Mumbai: An electronic platform that will track the movement of drugs from the manufacturer to the patient through the entire supply chain may become a reality, if a health ministry plan goes through.
The platform, pitched as an attempt to plug gaps in the distribution system, will be developed and maintained by an autonomous body under the health ministry. The health ministry has made the proposal as part of the draft regulations on the sale of drugs in the country that have been put up on the ministry’s website for public comments to be submitted by 15 April.
All manufacturers must be registered on the portal and enter data relating to sale of drugs to distributors with the batch number, quantity supplied and expiry dates, according to the draft.

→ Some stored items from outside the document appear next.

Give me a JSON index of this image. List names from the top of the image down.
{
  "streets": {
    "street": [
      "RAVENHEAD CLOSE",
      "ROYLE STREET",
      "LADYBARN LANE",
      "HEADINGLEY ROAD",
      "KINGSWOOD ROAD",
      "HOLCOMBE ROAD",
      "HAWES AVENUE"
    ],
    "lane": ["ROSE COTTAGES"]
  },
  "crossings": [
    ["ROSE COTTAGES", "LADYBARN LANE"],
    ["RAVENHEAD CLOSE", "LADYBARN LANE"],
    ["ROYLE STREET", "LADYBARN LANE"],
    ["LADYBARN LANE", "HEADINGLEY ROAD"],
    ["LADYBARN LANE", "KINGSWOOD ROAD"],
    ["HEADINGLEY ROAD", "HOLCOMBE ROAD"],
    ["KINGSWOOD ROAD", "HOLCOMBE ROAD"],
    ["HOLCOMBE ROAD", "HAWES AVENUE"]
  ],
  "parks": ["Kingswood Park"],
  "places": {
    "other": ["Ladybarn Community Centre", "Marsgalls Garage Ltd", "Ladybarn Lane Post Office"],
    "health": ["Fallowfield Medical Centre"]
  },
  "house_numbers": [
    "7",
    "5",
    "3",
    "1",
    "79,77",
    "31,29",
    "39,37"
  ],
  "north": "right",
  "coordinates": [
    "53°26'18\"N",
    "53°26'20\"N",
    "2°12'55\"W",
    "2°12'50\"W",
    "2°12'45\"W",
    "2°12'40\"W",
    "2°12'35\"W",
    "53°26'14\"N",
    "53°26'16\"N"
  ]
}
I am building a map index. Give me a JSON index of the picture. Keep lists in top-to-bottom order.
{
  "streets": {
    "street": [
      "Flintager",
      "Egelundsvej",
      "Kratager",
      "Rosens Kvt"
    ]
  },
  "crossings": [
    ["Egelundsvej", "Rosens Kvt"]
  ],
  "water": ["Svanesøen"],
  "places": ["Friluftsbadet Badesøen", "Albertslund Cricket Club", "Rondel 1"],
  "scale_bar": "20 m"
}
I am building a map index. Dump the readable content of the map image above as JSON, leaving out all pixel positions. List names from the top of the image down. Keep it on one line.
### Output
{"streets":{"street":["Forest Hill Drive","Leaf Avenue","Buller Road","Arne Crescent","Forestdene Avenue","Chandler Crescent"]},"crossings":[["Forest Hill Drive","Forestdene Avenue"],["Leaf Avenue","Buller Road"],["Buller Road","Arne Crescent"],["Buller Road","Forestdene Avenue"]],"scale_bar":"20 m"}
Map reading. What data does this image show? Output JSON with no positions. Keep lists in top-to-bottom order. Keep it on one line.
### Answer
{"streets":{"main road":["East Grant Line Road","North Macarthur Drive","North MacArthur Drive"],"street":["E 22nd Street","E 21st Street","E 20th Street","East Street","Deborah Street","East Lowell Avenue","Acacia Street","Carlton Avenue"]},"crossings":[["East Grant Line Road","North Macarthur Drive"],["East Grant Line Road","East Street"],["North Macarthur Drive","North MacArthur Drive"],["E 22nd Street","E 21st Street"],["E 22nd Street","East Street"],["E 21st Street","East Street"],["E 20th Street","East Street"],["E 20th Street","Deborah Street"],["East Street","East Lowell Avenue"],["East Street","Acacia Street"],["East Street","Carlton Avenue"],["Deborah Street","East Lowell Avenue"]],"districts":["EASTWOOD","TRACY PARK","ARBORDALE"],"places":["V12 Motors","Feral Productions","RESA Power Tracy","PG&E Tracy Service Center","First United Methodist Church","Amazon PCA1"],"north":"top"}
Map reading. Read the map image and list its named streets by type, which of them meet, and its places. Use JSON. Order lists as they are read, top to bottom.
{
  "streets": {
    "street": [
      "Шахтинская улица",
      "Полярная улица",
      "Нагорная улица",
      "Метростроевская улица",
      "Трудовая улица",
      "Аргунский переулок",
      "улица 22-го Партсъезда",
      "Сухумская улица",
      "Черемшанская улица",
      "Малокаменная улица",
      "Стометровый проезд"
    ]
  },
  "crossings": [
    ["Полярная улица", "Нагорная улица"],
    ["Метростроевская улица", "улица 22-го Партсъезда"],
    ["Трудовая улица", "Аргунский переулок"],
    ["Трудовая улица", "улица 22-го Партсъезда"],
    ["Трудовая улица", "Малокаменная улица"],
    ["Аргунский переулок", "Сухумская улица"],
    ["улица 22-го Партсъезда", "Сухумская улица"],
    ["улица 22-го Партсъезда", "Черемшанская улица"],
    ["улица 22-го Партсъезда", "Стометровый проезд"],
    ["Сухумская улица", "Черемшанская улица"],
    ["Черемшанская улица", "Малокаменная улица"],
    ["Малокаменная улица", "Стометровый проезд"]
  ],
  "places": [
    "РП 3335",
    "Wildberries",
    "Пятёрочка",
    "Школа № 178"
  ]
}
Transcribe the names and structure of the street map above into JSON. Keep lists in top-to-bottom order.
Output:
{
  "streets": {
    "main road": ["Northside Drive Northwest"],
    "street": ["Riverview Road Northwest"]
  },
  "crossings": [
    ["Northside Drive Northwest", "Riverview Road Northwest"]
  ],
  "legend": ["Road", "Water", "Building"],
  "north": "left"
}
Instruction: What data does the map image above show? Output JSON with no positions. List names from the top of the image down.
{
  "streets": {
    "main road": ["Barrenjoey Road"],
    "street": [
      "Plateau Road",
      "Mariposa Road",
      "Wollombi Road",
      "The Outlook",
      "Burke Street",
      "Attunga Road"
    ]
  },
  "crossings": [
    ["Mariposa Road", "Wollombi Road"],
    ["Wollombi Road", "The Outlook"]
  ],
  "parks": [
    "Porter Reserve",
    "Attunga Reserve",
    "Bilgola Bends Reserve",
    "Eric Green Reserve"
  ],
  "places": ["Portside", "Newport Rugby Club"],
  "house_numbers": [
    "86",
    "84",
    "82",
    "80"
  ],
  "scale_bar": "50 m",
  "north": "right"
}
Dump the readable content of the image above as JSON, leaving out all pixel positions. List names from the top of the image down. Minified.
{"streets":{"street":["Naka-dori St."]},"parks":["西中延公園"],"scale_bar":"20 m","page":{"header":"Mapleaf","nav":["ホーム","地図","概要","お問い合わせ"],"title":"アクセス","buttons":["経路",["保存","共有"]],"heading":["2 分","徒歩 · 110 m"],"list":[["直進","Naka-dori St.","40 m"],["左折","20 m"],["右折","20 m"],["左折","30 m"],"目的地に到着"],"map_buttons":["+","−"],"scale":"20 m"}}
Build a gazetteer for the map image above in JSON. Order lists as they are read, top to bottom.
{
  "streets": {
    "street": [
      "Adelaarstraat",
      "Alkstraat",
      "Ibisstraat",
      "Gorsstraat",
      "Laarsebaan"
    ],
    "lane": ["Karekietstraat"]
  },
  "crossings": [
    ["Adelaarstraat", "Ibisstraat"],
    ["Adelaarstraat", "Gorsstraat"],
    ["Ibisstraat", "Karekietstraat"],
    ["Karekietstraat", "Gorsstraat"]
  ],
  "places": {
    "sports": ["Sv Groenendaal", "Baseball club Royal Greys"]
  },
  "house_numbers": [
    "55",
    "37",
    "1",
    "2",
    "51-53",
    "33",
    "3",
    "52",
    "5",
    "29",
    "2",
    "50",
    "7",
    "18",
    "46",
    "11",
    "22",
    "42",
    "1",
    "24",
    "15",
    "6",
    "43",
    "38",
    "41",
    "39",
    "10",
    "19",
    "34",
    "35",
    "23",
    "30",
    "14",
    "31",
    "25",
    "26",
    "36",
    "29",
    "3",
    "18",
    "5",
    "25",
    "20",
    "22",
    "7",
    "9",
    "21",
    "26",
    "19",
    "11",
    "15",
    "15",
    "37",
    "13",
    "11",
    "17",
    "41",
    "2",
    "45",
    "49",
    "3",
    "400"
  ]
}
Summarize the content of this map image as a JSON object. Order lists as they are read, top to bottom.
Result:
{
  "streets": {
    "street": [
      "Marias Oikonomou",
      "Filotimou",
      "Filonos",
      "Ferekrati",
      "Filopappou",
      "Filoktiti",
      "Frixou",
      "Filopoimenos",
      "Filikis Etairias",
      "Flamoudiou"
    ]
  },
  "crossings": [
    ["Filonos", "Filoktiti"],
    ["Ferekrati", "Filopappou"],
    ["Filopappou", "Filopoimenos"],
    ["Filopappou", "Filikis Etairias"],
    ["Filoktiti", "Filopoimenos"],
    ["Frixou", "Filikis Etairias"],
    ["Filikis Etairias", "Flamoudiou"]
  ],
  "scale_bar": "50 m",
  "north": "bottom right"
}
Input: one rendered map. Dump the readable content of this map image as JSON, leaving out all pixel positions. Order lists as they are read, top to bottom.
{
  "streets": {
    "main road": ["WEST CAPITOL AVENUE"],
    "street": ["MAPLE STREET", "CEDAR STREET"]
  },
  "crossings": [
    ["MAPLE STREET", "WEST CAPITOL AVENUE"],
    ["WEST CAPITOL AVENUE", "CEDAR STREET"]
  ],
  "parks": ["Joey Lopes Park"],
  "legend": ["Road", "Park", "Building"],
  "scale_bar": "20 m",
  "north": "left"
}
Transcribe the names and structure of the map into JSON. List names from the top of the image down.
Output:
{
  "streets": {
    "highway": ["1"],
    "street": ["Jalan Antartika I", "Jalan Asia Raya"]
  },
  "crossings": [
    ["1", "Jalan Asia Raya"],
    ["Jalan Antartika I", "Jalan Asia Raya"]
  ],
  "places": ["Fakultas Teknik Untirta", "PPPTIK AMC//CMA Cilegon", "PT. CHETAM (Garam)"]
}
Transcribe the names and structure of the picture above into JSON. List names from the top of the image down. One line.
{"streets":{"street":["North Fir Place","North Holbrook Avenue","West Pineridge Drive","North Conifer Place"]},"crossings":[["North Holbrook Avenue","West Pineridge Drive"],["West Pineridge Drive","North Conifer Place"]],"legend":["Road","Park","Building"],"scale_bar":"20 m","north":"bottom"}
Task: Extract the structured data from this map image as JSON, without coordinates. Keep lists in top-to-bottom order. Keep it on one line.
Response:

All distributors (stockists, wholesalers, retailers and e-pharmacies) must also get registered and enter details of stocks received, supplied, sold and returned to the manufacturer, it said.
“No retailer/chemist/e-pharmacist outlet shall be permitted to sell any medicine/drug unless such pharmacy is registered on the e-portal,” the ministry of health and family welfare said in its draft norms.
Hospitals and other clinical establishments or other authorised persons, both in the public sector and the private sector, will also be required to enter details of medicines dispensed to patients and details of any adverse reaction. Such data will remain confidential.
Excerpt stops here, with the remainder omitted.